Extracted material:
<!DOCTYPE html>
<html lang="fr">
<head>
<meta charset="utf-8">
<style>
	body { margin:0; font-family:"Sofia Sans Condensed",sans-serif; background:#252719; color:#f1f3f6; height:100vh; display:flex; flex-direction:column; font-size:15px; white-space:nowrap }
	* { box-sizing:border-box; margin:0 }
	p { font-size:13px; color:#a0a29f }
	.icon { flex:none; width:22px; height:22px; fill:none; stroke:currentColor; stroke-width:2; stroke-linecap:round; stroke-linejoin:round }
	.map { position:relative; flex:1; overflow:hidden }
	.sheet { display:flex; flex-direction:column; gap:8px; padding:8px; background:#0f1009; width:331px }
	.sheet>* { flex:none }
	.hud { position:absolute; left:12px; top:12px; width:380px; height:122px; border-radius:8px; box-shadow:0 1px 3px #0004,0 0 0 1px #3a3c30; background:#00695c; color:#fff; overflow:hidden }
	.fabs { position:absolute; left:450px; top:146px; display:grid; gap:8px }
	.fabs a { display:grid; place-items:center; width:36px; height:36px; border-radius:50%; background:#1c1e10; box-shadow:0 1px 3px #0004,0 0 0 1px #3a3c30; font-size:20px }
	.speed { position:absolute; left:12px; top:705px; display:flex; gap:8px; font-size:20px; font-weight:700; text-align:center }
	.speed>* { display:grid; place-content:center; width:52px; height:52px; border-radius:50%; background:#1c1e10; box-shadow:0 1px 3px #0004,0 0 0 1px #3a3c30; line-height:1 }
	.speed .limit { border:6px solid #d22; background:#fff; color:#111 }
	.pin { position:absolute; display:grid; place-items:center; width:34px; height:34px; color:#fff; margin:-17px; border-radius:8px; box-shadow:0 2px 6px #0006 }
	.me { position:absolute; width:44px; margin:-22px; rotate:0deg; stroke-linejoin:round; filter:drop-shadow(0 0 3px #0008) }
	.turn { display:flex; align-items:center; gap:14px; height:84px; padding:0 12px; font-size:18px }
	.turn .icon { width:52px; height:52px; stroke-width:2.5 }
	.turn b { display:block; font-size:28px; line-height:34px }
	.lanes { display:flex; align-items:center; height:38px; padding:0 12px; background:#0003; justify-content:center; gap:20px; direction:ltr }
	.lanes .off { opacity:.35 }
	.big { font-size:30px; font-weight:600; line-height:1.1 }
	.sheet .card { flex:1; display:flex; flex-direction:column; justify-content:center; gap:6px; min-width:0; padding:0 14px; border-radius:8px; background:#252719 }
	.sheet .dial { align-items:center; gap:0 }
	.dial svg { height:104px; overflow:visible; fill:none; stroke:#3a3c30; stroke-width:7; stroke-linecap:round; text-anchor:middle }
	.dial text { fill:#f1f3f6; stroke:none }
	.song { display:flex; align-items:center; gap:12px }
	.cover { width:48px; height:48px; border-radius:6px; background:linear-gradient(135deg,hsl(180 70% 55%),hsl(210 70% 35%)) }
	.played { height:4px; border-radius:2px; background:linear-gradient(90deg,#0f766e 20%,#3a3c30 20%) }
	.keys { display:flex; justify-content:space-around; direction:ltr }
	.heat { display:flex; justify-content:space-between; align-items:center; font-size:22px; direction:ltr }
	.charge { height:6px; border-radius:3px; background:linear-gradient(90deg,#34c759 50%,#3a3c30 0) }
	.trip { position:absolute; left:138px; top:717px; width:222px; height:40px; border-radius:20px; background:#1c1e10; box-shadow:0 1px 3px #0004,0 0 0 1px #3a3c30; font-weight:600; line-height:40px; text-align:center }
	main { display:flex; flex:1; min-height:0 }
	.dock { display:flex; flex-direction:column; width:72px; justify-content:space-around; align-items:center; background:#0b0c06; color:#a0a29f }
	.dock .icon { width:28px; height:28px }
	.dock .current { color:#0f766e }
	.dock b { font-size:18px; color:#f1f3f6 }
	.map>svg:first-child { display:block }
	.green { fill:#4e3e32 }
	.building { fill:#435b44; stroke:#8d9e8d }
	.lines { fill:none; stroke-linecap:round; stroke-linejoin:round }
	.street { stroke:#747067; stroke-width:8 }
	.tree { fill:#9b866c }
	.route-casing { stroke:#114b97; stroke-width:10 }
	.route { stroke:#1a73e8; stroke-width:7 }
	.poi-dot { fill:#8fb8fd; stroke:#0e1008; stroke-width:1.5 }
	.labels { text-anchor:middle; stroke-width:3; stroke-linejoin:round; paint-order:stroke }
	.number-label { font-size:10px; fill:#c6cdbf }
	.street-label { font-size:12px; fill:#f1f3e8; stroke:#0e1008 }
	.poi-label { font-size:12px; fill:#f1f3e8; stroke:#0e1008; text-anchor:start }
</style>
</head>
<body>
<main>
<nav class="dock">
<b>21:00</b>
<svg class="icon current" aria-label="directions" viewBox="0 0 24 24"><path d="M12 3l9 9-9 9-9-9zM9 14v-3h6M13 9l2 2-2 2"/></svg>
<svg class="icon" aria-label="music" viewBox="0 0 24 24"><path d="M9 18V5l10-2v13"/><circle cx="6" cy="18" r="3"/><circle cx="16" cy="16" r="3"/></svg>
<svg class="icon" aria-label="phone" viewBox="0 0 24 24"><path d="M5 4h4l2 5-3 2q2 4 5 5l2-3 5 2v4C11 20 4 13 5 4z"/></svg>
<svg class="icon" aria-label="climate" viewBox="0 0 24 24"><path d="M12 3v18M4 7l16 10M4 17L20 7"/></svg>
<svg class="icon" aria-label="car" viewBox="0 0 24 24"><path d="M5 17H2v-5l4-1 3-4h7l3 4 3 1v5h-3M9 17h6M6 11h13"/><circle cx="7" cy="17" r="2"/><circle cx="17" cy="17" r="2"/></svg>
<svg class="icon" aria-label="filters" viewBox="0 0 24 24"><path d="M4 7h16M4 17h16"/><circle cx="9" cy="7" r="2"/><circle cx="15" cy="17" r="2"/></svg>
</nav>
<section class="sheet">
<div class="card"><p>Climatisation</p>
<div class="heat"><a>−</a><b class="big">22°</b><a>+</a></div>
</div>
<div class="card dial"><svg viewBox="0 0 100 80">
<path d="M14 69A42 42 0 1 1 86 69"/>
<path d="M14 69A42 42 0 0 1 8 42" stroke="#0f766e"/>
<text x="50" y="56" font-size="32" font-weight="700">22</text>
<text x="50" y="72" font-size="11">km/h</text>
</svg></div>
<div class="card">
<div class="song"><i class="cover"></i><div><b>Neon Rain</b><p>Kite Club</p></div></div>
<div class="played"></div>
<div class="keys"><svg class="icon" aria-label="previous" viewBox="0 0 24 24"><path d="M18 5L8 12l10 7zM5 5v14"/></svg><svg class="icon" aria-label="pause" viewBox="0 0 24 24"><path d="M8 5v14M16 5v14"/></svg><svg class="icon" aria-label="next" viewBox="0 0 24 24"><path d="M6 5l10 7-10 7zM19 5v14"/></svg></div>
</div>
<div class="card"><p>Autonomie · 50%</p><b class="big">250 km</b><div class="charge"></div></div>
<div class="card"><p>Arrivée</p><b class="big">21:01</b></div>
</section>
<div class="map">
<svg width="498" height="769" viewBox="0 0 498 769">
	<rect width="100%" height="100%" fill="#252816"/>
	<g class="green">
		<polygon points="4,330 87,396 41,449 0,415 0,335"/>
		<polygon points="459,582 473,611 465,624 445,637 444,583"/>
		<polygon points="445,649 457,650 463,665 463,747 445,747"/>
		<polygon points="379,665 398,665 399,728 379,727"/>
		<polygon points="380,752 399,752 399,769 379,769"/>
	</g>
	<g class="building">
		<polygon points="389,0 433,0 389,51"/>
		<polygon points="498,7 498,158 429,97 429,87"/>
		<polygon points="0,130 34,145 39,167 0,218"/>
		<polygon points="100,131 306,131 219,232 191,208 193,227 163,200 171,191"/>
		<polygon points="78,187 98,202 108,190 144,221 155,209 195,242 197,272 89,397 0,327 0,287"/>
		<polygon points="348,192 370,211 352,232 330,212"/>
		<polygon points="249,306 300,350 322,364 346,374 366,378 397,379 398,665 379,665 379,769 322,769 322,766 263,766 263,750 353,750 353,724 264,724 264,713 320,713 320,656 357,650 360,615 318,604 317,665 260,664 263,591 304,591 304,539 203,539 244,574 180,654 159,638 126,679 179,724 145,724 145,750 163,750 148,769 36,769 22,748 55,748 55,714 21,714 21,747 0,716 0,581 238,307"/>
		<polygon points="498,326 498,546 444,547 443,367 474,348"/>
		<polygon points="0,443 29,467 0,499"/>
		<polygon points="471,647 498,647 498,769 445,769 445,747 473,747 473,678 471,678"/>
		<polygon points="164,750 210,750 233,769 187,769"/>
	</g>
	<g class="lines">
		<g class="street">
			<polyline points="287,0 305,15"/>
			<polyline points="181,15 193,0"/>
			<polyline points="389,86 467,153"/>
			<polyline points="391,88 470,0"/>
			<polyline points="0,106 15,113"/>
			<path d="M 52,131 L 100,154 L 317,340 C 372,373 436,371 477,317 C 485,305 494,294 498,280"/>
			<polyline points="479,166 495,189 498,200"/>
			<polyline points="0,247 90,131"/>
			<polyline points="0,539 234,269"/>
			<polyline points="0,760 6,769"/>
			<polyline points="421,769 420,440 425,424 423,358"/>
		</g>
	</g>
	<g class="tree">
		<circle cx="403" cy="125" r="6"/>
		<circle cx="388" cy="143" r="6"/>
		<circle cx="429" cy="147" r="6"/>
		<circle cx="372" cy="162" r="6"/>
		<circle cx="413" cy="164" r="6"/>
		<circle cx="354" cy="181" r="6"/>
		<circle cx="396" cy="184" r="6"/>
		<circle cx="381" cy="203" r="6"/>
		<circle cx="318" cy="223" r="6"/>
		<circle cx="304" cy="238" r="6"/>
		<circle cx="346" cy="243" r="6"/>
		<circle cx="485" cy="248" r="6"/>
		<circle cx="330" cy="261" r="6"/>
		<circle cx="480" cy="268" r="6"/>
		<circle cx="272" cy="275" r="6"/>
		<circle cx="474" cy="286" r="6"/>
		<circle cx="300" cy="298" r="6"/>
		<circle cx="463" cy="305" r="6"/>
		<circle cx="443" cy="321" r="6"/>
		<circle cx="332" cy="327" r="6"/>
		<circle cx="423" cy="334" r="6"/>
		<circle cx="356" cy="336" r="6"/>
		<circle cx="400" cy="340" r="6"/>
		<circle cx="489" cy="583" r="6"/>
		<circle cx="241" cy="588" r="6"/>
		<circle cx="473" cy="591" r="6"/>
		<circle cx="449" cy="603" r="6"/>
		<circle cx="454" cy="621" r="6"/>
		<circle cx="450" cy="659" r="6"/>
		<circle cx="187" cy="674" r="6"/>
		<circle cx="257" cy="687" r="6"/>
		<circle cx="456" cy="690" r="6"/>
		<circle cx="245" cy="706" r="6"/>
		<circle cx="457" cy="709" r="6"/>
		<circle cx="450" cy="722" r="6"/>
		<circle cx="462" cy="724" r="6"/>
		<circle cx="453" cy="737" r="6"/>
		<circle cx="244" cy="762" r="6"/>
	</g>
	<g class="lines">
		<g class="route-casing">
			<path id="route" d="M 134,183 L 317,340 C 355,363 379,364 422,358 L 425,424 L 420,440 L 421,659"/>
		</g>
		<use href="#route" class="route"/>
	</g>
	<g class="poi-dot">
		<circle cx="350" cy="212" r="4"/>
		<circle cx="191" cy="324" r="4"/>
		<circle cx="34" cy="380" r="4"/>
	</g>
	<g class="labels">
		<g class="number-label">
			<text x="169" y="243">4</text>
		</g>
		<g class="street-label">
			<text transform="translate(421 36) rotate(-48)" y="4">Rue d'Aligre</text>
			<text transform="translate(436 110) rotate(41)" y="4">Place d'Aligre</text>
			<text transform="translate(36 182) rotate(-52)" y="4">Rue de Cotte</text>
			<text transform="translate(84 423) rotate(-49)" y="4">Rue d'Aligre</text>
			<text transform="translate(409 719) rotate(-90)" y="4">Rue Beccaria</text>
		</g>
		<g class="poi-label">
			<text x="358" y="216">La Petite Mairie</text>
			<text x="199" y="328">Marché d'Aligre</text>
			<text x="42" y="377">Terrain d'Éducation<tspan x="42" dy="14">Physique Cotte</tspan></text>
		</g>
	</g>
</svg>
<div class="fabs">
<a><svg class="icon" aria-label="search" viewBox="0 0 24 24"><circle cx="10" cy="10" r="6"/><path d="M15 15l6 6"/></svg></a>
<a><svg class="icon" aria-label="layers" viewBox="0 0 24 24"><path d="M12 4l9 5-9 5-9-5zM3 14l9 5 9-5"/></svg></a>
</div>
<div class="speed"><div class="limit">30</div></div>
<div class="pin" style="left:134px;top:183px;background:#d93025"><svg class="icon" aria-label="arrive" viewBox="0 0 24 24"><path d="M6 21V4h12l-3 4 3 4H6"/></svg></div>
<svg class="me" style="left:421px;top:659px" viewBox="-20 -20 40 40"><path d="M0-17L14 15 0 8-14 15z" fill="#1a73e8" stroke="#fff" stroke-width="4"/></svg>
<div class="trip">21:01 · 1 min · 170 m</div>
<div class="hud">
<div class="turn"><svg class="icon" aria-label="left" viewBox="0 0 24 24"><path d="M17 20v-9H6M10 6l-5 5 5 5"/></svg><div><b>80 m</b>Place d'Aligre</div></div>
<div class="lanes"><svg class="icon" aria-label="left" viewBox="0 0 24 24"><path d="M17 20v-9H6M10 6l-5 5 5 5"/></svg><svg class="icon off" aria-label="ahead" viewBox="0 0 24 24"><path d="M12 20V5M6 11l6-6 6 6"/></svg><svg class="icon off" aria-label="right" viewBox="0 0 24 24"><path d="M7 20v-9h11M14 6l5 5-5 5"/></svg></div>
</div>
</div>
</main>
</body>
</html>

Problem statement: Counting every line that holds the string "translate", give the total for the data above and nothing else.

Exercise output: 5